Large swathes of northern Uganda were still no-go zones, with most of the population hostage in camps, and the Aids pandemic was still in full swing. But what a time to be alive! The Great Grab had moved from cows to government ranches to public housing and spaces. Privatisation was printing millionaires. DR Congo, the gift that keeps on giving, was giving. Young soldiers drove around the city during the day in cars stashed with cash.
At night they blew it in dimly lit bars where the only thing faster than the women were the fingers of the Congolese bands’ rhythm guitarists. Diblo? Dibala!
Everything was possible, nothing was certain. Young men and women, clutching forged documents, queued through the night for visas to the United Kingdom, where they hoped to forge new lives and find fortunes. Out they went, in came the do-gooders; the NGO mercenaries to take up the big mansions in the city and the places in the newly opened international schools.
The land was covered in the green shoots of renewal. A new Constitution offered hope of civilian rule of law. The Sixth Parliament buzzed with progressive views and young men and women bursting with optimism. The Speaker spoke. Legislators legislated. Hope bloomed.
Journalism itself was in transition. The older generation of hacks, driven mostly by passion and instinct, had survived war and political instability. But they were now being rapidly replaced by graduates as the profession sought to ‘professionalise’.
On Second Street, William Pike even got his journalists to wear ties, although some of them kept turning up in what, swear-to-god, looked like cleverly disguised tablecloths.
Newsrooms were cauldrons of hope, pits of despair. There were folks who’d come to deliver death announcements and stayed. Others were relatives, friends and in-laws. Some of the best hacks had no formal training at all, except an incredible eye for detail and a remarkable nose for news. It was refreshingly egalitarian.
Most parents, thoughtfully, argued against journalism as a career. There was money and respect to be made from more ‘established’ professions like medicine and the law – yes, there was a time when lawyers were respected! But journalism wasn’t something you chose; it chose you or it didn’t. Then it took you in its vice-like grip and hoisted you onto a rollercoaster of emotions. One day you supped with presidents, the next day with the devil.

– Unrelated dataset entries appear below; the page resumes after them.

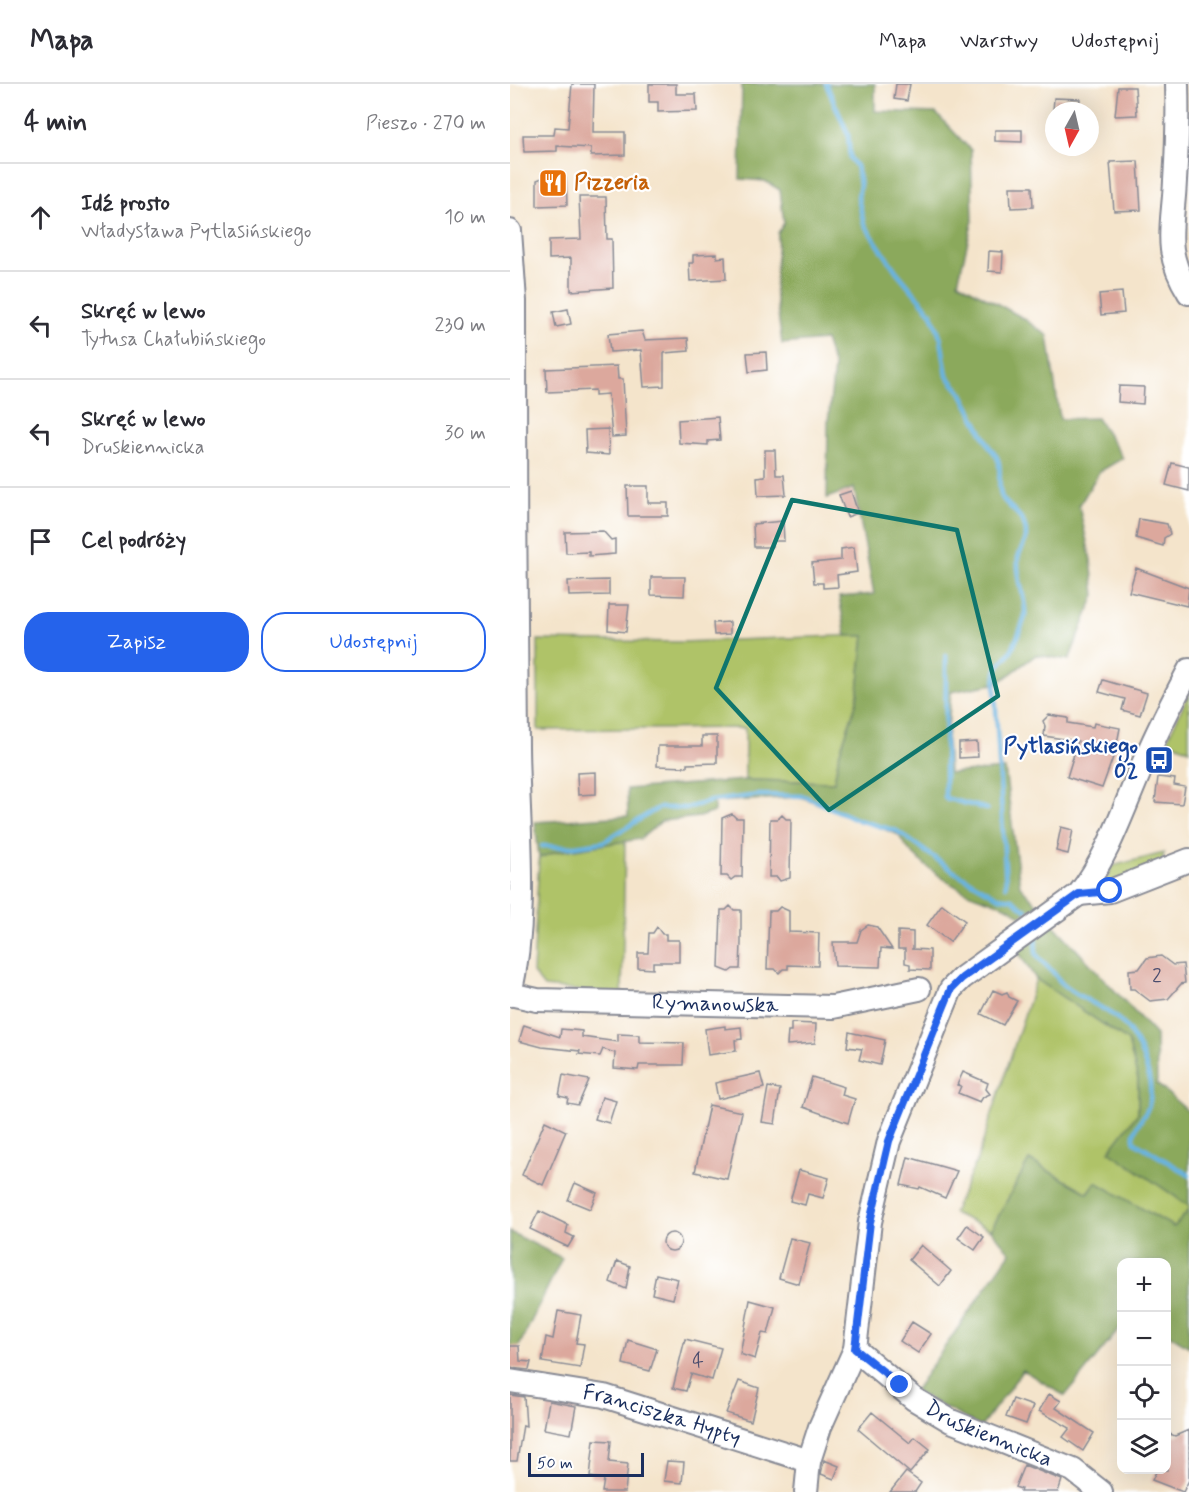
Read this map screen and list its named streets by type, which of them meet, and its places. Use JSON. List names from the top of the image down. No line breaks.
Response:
{"streets":{"street":["Rymanowska","Franciszka Hypty","Druskiennicka"]},"places":{"restaurant":["Pizzeria"],"bus stop":["Pytlasińskiego 02"]},"house_numbers":["2","4"],"scale_bar":"50 m","north":"bottom","page":{"header":"Mapa","nav":["Mapa","Warstwy","Udostępnij"],"heading":["4 min","Pieszo · 270 m"],"list":[["Idź prosto","Władysława Pytlasińskiego","10 m"],["Skręć w lewo","Tytusa Chałubińskiego","230 m"],["Skręć w lewo","Druskiennicka","30 m"],"Cel podróży"],"buttons":["Zapisz","Udostępnij"],"map_buttons":["+","−"],"scale":"50 m"}}
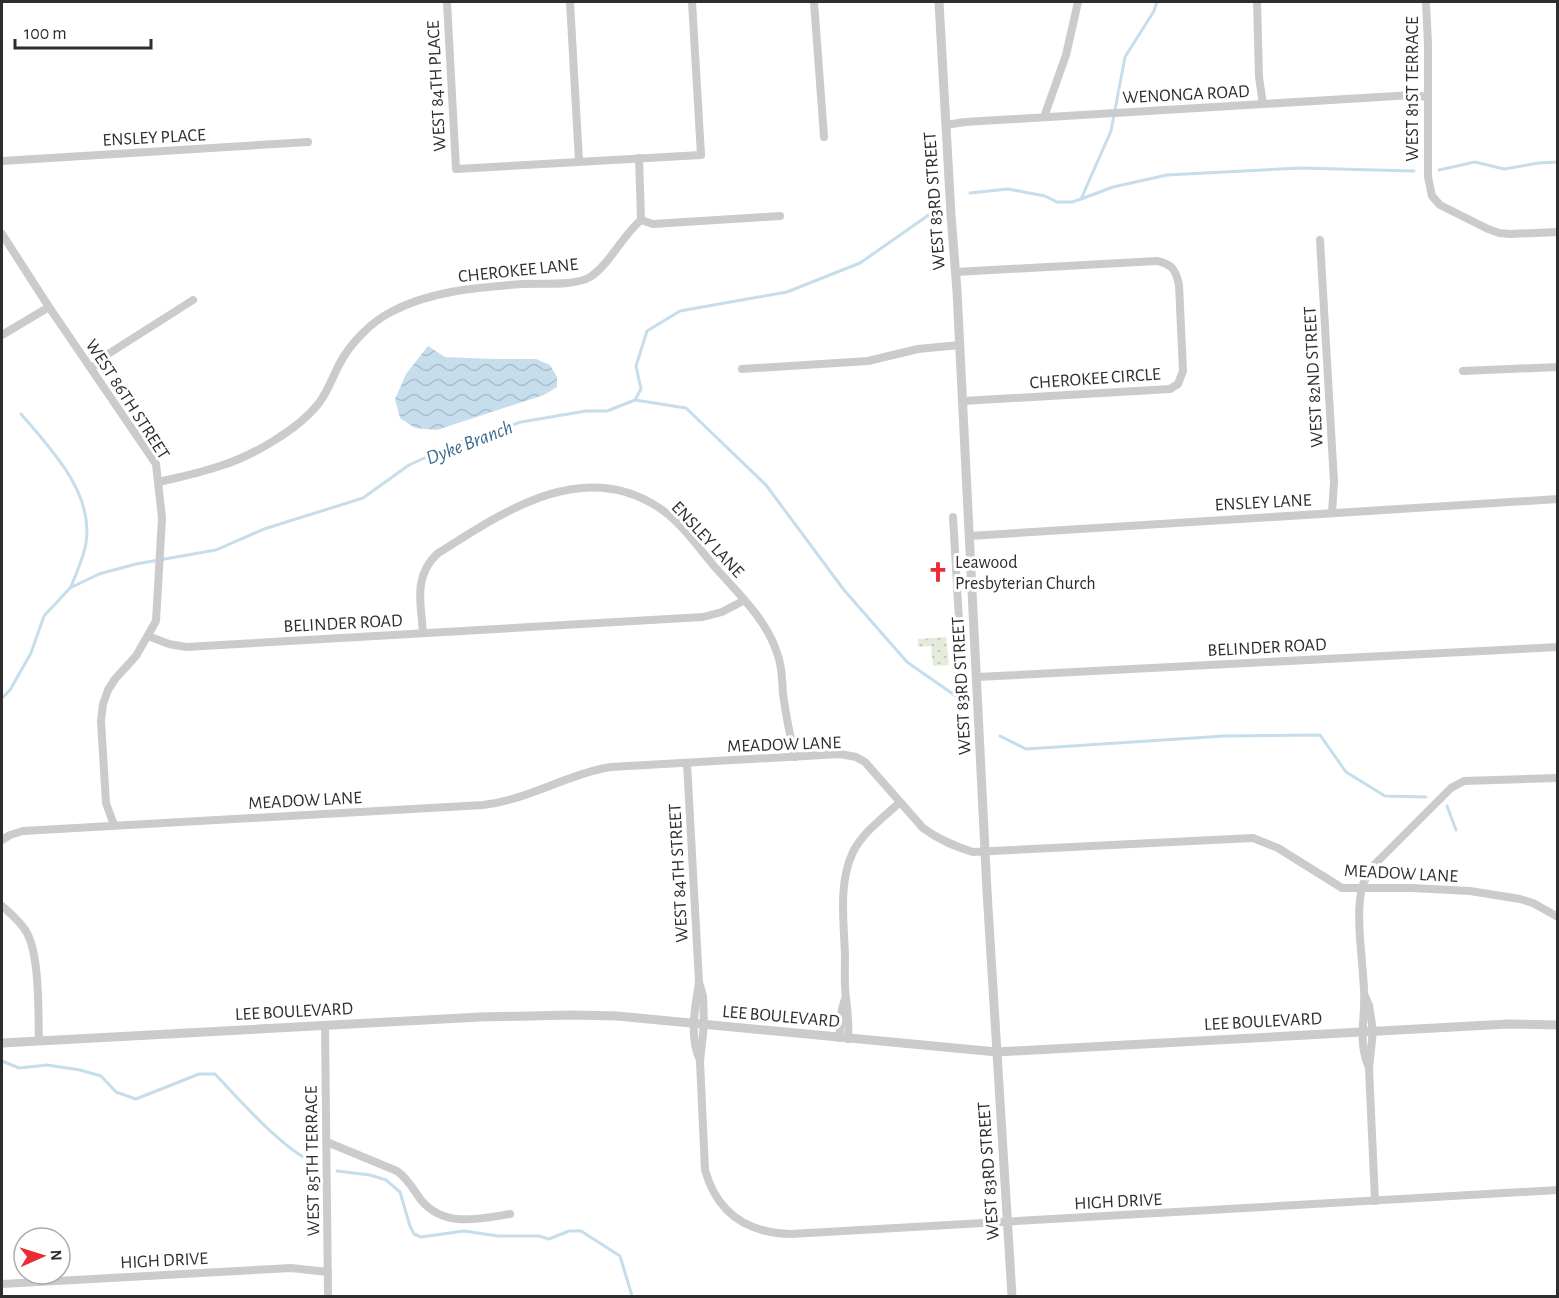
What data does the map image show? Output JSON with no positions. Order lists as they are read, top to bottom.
{
  "streets": {
    "street": [
      "WEST 84TH PLACE",
      "WEST 81ST TERRACE",
      "WENONGA ROAD",
      "ENSLEY PLACE",
      "WEST 83RD STREET",
      "CHEROKEE LANE",
      "WEST 82ND STREET",
      "CHEROKEE CIRCLE",
      "WEST 86TH STREET",
      "ENSLEY LANE",
      "BELINDER ROAD",
      "MEADOW LANE",
      "WEST 84TH STREET",
      "LEE BOULEVARD",
      "WEST 85TH TERRACE",
      "HIGH DRIVE"
    ]
  },
  "crossings": [
    ["WEST 81ST TERRACE", "WENONGA ROAD"],
    ["WENONGA ROAD", "WEST 83RD STREET"],
    ["WEST 83RD STREET", "CHEROKEE CIRCLE"],
    ["WEST 83RD STREET", "ENSLEY LANE"],
    ["WEST 83RD STREET", "BELINDER ROAD"],
    ["WEST 83RD STREET", "MEADOW LANE"],
    ["WEST 83RD STREET", "LEE BOULEVARD"],
    ["WEST 83RD STREET", "HIGH DRIVE"],
    ["CHEROKEE LANE", "WEST 86TH STREET"],
    ["WEST 82ND STREET", "ENSLEY LANE"],
    ["WEST 86TH STREET", "BELINDER ROAD"],
    ["ENSLEY LANE", "BELINDER ROAD"],
    ["ENSLEY LANE", "MEADOW LANE"],
    ["MEADOW LANE", "WEST 84TH STREET"],
    ["WEST 84TH STREET", "LEE BOULEVARD"],
    ["WEST 84TH STREET", "HIGH DRIVE"],
    ["LEE BOULEVARD", "WEST 85TH TERRACE"],
    ["WEST 85TH TERRACE", "HIGH DRIVE"]
  ],
  "water": ["Dyke Branch"],
  "places": {
    "church": ["Leawood Presbyterian Church"]
  },
  "scale_bar": "100 m",
  "north": "right"
}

Sometimes the difference was the same.
To stay in the game long enough is to see caterpillars turn into butterflies, and yesterday’s villains turn into today’s heroes. But if the sink clogs up and the swamp festers, you get to see good people go bad, their despair signposted on their boulevards of broken dreams.
Journalism is the first draft of history, and those who have a front-row seat, such as your columnist, are privileged in inexplicable ways. It helps if the story has a happy ending, if the forces of progress and enlightenment press back against backwardness and fear, if society evolves and congeals around shared values, hopes and aspirations.
Yesterday’s young men are today’s elders, and we are still stuck in the rut. We blinked and lost one, two generations. Soon my job will be done, and it will be time to move on, move on and, unlike Pras and John Forte, with no time to make another run. Only future generations will tell whether we were unduly pessimistic or unnervingly exact in our apprehensions; whether we told the stories that mattered, and whether the stories we told mattered. It’s been an honour. It’s been a privilege.
Mr Kalinaki is a journalist and poor man’s freedom fighter.